Entries taken from a collection:

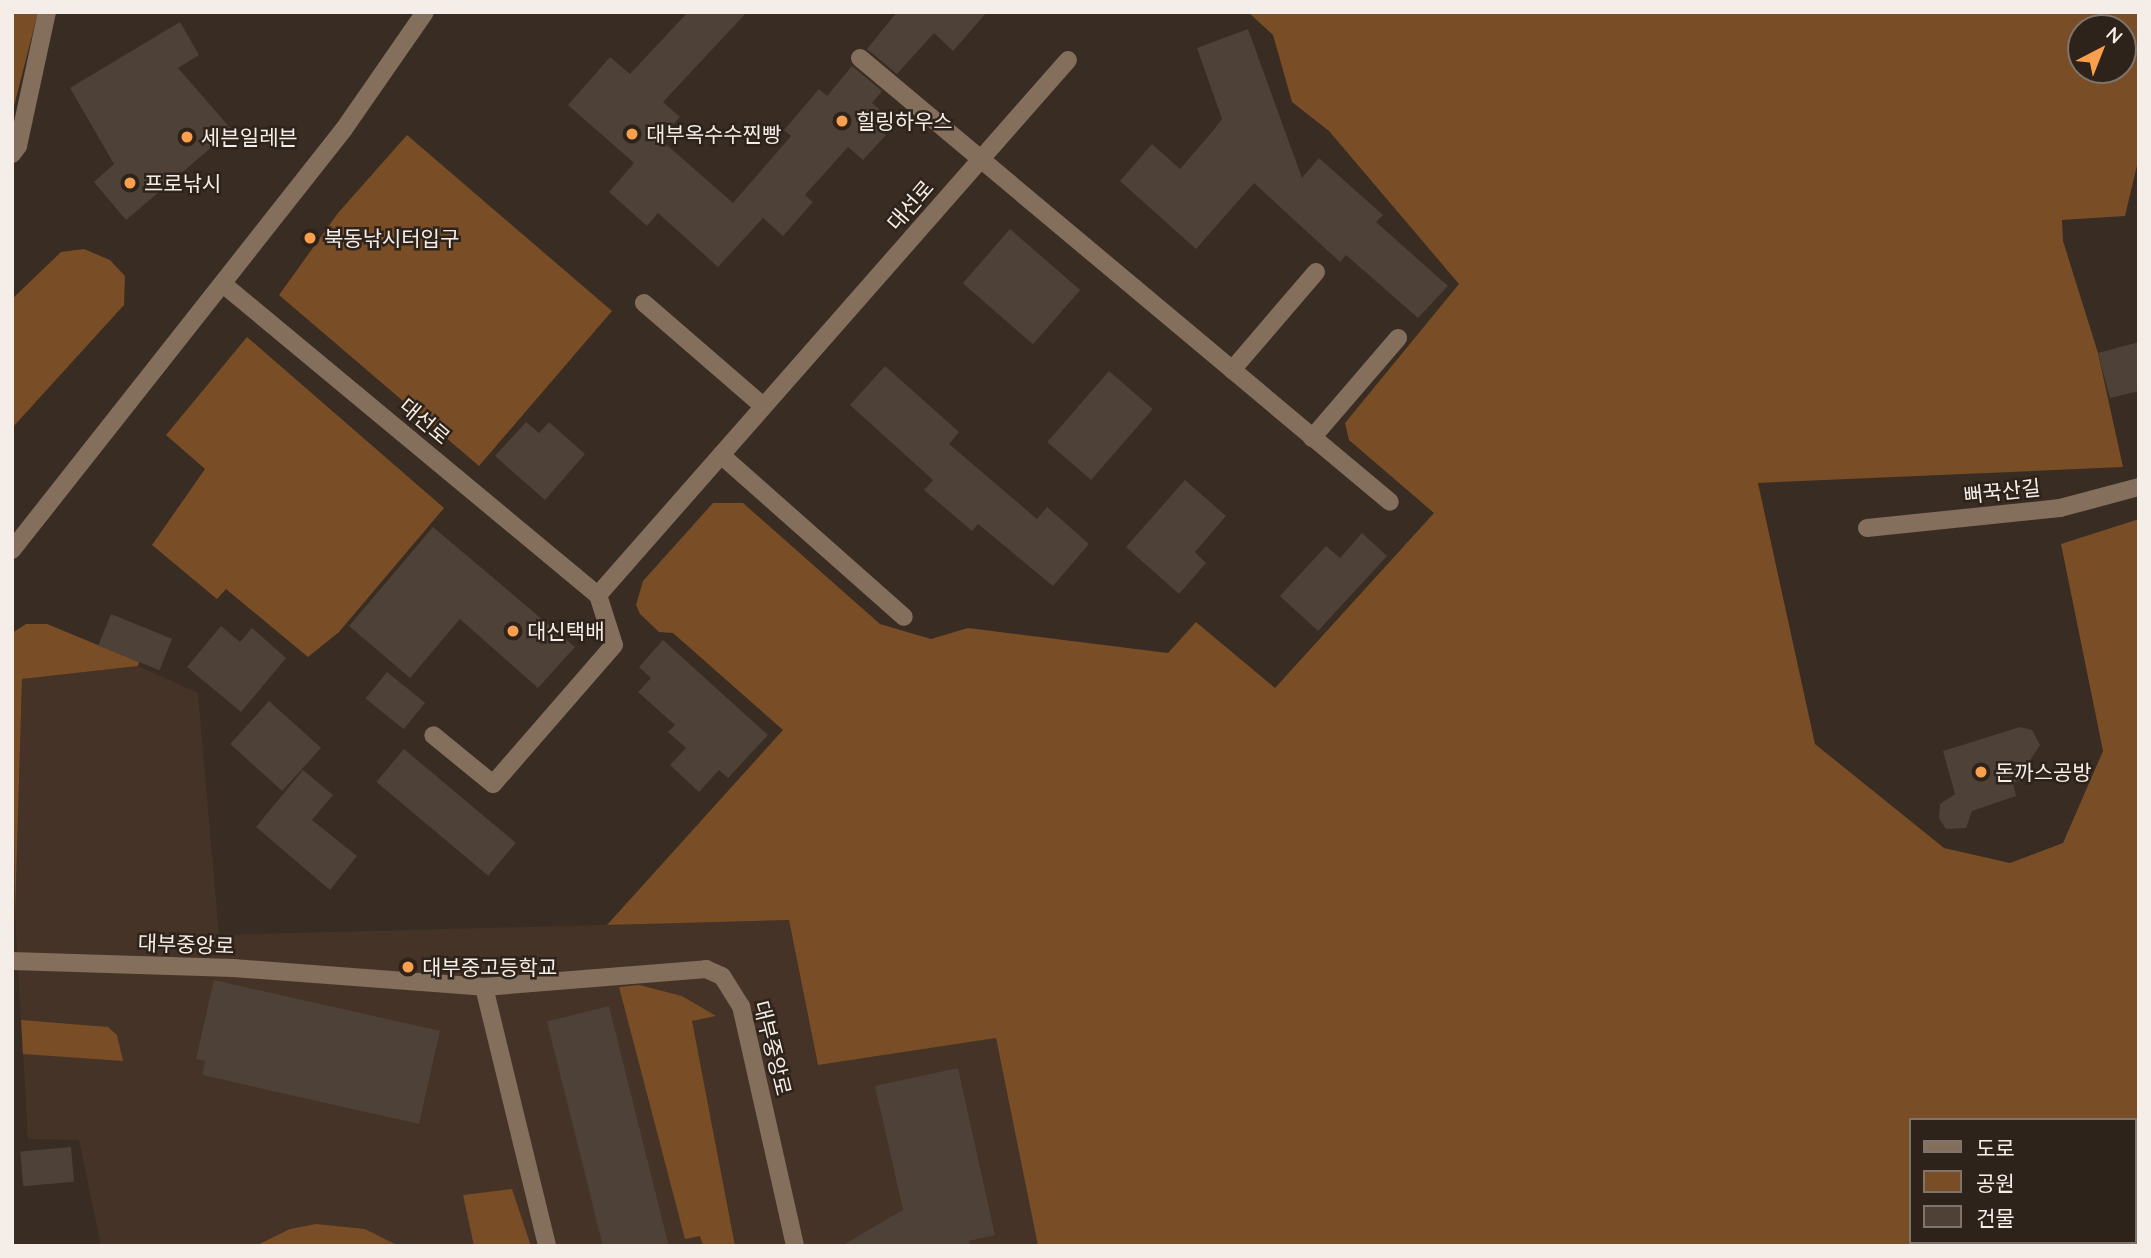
<!DOCTYPE html>
<html>
<head>
<meta charset="utf-8">
<style>
	body { margin:0 }
	#map { position:relative; width:2151px; height:1258px; overflow:hidden; background:#382c23; font-family:Quicksand,"Noto Sans KR",sans-serif }
	div>[style] { position:absolute }
	.built>* { inset:0; background:#443326 }
	.green>* { inset:0; background:#794d25 }
	.building>* { inset:0; background:#4e4137; transform-origin:0 0 }
	.minor>* { height:18px; margin:-9px; padding:0 9px; transform-origin:9px; border-radius:9px; background:#846e5c }
	.dots>* { width:19px; height:19px; translate:-50% -50%; box-sizing:border-box; border:4px solid #2e231a; border-radius:50% }
	span { translate:-50% -50%; white-space:nowrap; text-align:center; line-height:1.15; -webkit-text-stroke:5px #2e231a; paint-order:stroke }
	.poi-label { font-size:21px; color:#f5ede7 }
	.left { translate:0 -50%; text-align:left }
	.street-label { font-size:21px; color:#f5ede7 }
	.frame { position:absolute; inset:0; border:14px solid #f5ede7; pointer-events:none }
	.legend { position:absolute; left:1909px; top:1118px; width:228px; height:126px; box-sizing:border-box; background:#2e231a; border:2px solid #7e746c; margin:0; padding:9px 12px; list-style:none; font-size:21px; color:#f5ede7 }
	.legend li { display:flex; align-items:center; gap:14px; height:35px }
	.legend b { width:35px; border:2px solid #7e746c }
	.north { position:absolute; left:2067px; top:14px; width:70px; height:70px; box-sizing:border-box; background:#2e231a; border:2px solid #7e746c; border-radius:50%; rotate:42deg; font-size:19px; font-weight:700; line-height:28px; text-align:center; color:#f5ede7 }
	.north::after { content:''; display:block; margin:auto; width:24px; height:32px; background:#f99f4d; clip-path:polygon(50% 0,100% 100%,50% 72%,0 100%) }
</style>
</head>
<body>
<div id="map">
	<div class="built">
		<i style="clip-path:polygon(138px 666px,198px 693px,219px 935px,789px 920px,818px 1065px,996px 1038px,1038px 1246px,101px 1246px,79px 1140px,28px 1139px,15px 918px,22px 679px)"></i>
	</div>
	<div class="green">
		<i style="clip-path:polygon(12px 12px,38px 12px,12px 114px)"></i>
		<i style="clip-path:polygon(evenodd,1248px 12px,2139px 12px,2139px 157px,2125px 216px,2062px 220px,2063px 241px,2098px 353px,2123px 467px,1758px 483px,1815px 744px,1944px 848px,2010px 863px,2063px 843px,2103px 751px,2061px 544px,2139px 519px,2139px 1246px,1038px 1246px,996px 1038px,818px 1065px,789px 920px,607px 925px,783px 730px,673px 633px,659px 632px,640px 614px,636px 605px,643px 581px,713px 503px,743px 503px,880px 624px,931px 639px,968px 628px,1168px 653px,1196px 622px,1275px 688px,1434px 513px,1349px 440px,1345px 423px,1459px 284px,1329px 131px,1292px 102px,1273px 35px,1248px 12px,2081px 28px,2123px 28px,2123px 70px,2081px 70px,2081px 28px,1248px 12px,1911px 1120px,2135px 1120px,2135px 1242px,1911px 1242px,1911px 1120px)"></i>
		<i style="clip-path:polygon(407px 135px,612px 311px,479px 466px,279px 295px,338px 213px)"></i>
		<i style="clip-path:polygon(84px 249px,110px 260px,125px 276px,124px 305px,12px 428px,12px 299px,61px 252px)"></i>
		<i style="clip-path:polygon(247px 337px,444px 508px,339px 632px,308px 657px,226px 589px,217px 599px,152px 545px,205px 469px,166px 435px)"></i>
		<i style="clip-path:polygon(26px 624px,47px 624px,139px 662px,138px 666px,22px 679px,15px 918px,12px 633px)"></i>
		<i style="clip-path:polygon(639px 985px,682px 996px,716px 1016px,692px 1021px,735px 1246px,703px 1246px,700px 1236px,685px 1239px,619px 987px)"></i>
		<i style="clip-path:polygon(21px 1020px,108px 1027px,117px 1035px,123px 1061px,23px 1054px)"></i>
		<i style="clip-path:polygon(512px 1189px,531px 1246px,474px 1246px,463px 1195px)"></i>
		<i style="clip-path:polygon(316px 1224px,365px 1229px,399px 1246px,255px 1246px,290px 1229px)"></i>
	</div>
	<div class="building">
		<i style="clip-path:polygon(688px 12px,747px 12px,663px 102px,680px 117px,660px 139px,733px 203px,791px 136px,784px 130px,819px 89px,827px 96px,852px 66px,882px 91px,872px 103px,887px 116px,877px 127px,886px 135px,863px 160px,848px 147px,805px 195px,813px 202px,783px 236px,763px 218px,718px 267px,658px 213px,647px 226px,609px 192px,634px 163px,568px 105px,610px 57px,630px 74px)"></i>
		<i style="clip-path:polygon(897px 12px,987px 12px,953px 51px,934px 33px,897px 74px,867px 49px)"></i>
		<i style="clip-path:polygon(180px 22px,199px 55px,178px 68px,232px 130px,126px 220px,94px 182px,114px 164px,70px 88px)"></i>
		<i style="clip-path:polygon(1248px 29px,1302px 178px,1319px 158px,1383px 215px,1376px 222px,1448px 286px,1418px 318px,1346px 255px,1340px 262px,1254px 183px,1196px 249px,1120px 181px,1152px 144px,1180px 169px,1212px 132px,1222px 119px,1197px 48px)"></i>
		<i style="left:1010px;top:229px;width:93px;height:72px;rotate:41deg"></i>
		<i style="clip-path:polygon(2139px 342px,2139px 391px,2110px 398px,2098px 353px)"></i>
		<i style="clip-path:polygon(885px 366px,959px 432px,949px 444px,1037px 519px,1047px 507px,1089px 544px,1053px 586px,978px 524px,972px 531px,924px 490px,933px 480px,850px 405px)"></i>
		<i style="left:1109px;top:371px;width:58px;height:94px;rotate:41deg"></i>
		<i style="clip-path:polygon(526px 422px,539px 433px,549px 422px,585px 454px,545px 500px,495px 456px)"></i>
		<i style="clip-path:polygon(1185px 480px,1226px 516px,1195px 552px,1206px 563px,1179px 594px,1126px 547px)"></i>
		<i style="clip-path:polygon(433px 527px,575px 647px,538px 688px,460px 619px,410px 678px,349px 626px)"></i>
		<i style="clip-path:polygon(1362px 533px,1387px 556px,1318px 631px,1280px 596px,1326px 546px,1340px 558px)"></i>
		<i style="left:111px;top:614px;width:66px;height:34px;rotate:22deg"></i>
		<i style="clip-path:polygon(221px 626px,240px 642px,252px 628px,286px 658px,241px 712px,187px 667px)"></i>
		<i style="clip-path:polygon(663px 640px,768px 735px,728px 778px,719px 770px,699px 792px,670px 765px,686px 748px,668px 732px,675px 725px,638px 692px,651px 678px,639px 667px)"></i>
		<i style="left:387px;top:672px;width:49px;height:34px;rotate:39deg"></i>
		<i style="left:269px;top:701px;width:70px;height:58px;rotate:42deg"></i>
		<i style="clip-path:polygon(2020px 727px,2032px 730px,2040px 745px,2029px 762px,2032px 776px,2013px 783px,2016px 796px,1972px 811px,1966px 828px,1946px 829px,1939px 818px,1940px 804px,1955px 794px,1943px 751px)"></i>
		<i style="left:404px;top:749px;width:146px;height:43px;rotate:40deg"></i>
		<i style="clip-path:polygon(303px 770px,333px 795px,312px 820px,357px 856px,330px 890px,256px 827px)"></i>
		<i style="clip-path:polygon(214px 980px,440px 1031px,419px 1124px,202px 1075px,205px 1061px,196px 1059px)"></i>
		<i style="left:609px;top:1006px;width:247px;height:64px;rotate:76deg"></i>
		<i style="clip-path:polygon(958px 1068px,995px 1235px,969px 1241px,970px 1246px,841px 1246px,903px 1210px,875px 1086px)"></i>
		<i style="left:71px;top:1147px;width:35px;height:51px;rotate:85deg"></i>
	</div>
	<div class="minor">
		<i style="left:860px;top:58px;width:691px;rotate:39.95deg"></i>
		<i style="left:12px;top:154px;width:10px;rotate:-53deg"></i>
		<i style="left:18px;top:146px;width:137px;rotate:-77.8deg"></i>
		<i style="left:223px;top:284px;width:487px;rotate:39.7deg"></i>
		<i style="left:598px;top:595px;width:52px;rotate:72.3deg"></i>
		<i style="left:614px;top:645px;width:184px;rotate:131deg"></i>
		<i style="left:493px;top:784px;width:77px;rotate:-140.8deg"></i>
		<i style="left:644px;top:303px;width:157px;rotate:40.9deg"></i>
		<i style="left:1232px;top:370px;width:129px;rotate:-49.4deg"></i>
		<i style="left:1312px;top:438px;width:132px;rotate:-49.3deg"></i>
		<i style="left:721px;top:455px;width:244px;rotate:41.5deg"></i>
		<i style="left:1867px;top:528px;width:194px;rotate:-5.9deg"></i>
		<i style="left:2060px;top:508px;width:82px;rotate:-14.9deg"></i>
		<i style="left:12px;top:550px;width:536px;rotate:-51.74deg"></i>
		<i style="left:344px;top:129px;width:142px;rotate:-55.3deg"></i>
		<i style="left:598px;top:595px;width:712px;rotate:-48.7deg"></i>
		<i style="left:12px;top:961px;width:221px;rotate:1.8deg"></i>
		<i style="left:233px;top:968px;width:252px;rotate:4.3deg"></i>
		<i style="left:484px;top:987px;width:223px;rotate:-4.6deg"></i>
		<i style="left:706px;top:969px;width:17px;rotate:24deg"></i>
		<i style="left:722px;top:976px;width:36px;rotate:58deg"></i>
		<i style="left:741px;top:1006px;width:246px;rotate:77.3deg"></i>
		<i style="left:484px;top:987px;width:267px;rotate:76.3deg"></i>
	</div>
	<div class="dots">
		<i style="left:842px;top:121px;background:#f99f4d"></i>
		<i style="left:632px;top:134px;background:#f99f4d"></i>
		<i style="left:187px;top:137px;background:#f99f4d"></i>
		<i style="left:130px;top:183px;background:#f99f4d"></i>
		<i style="left:310px;top:238px;background:#f99f4d"></i>
		<i style="left:513px;top:631px;background:#f99f4d"></i>
		<i style="left:1981px;top:772px;background:#f99f4d"></i>
		<i style="left:408px;top:967px;background:#f99f4d"></i>
	</div>
	<div class="poi-label">
		<span class="left" style="left:856px;top:121px">힐링하우스</span>
		<span class="left" style="left:646px;top:134px">대부옥수수찐빵</span>
		<span class="left" style="left:201px;top:137px">세븐일레븐</span>
		<span class="left" style="left:144px;top:183px">프로낚시</span>
		<span class="left" style="left:324px;top:238px">북동낚시터입구</span>
		<span class="left" style="left:527px;top:631px">대신택배</span>
		<span class="left" style="left:1995px;top:772px">돈까스공방</span>
		<span class="left" style="left:422px;top:967px">대부중고등학교</span>
	</div>
	<div class="street-label">
		<span style="left:910px;top:205px;rotate:-49deg">대선로</span>
		<span style="left:425px;top:421px;rotate:40deg">대선로</span>
		<span style="left:2002px;top:491px;rotate:-6deg">뻐꾹산길</span>
		<span style="left:186px;top:944px;rotate:2deg">대부중앙로</span>
		<span style="left:773px;top:1048px;rotate:76deg">대부중앙로</span>
	</div>
	<div class="frame"></div>
	<ul class="legend">
	<li><b style="height:9px;background:#846e5c"></b>도로</li>
	<li><b style="height:19px;background:#794d25"></b>공원</li>
	<li><b style="height:19px;background:#4e4137"></b>건물</li>
	</ul>
	<div class="north">N</div>
</div>
</body>
</html>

**YOUR INSTRUCTIONS**
Every line of the data that includes the word "display" should be copied.

**RESULT**
	.legend li { display:flex; align-items:center; gap:14px; height:35px }
	.north::after { content:''; display:block; margin:auto; width:24px; height:32px; background:#f99f4d; clip-path:polygon(50% 0,100% 100%,50% 72%,0 100%) }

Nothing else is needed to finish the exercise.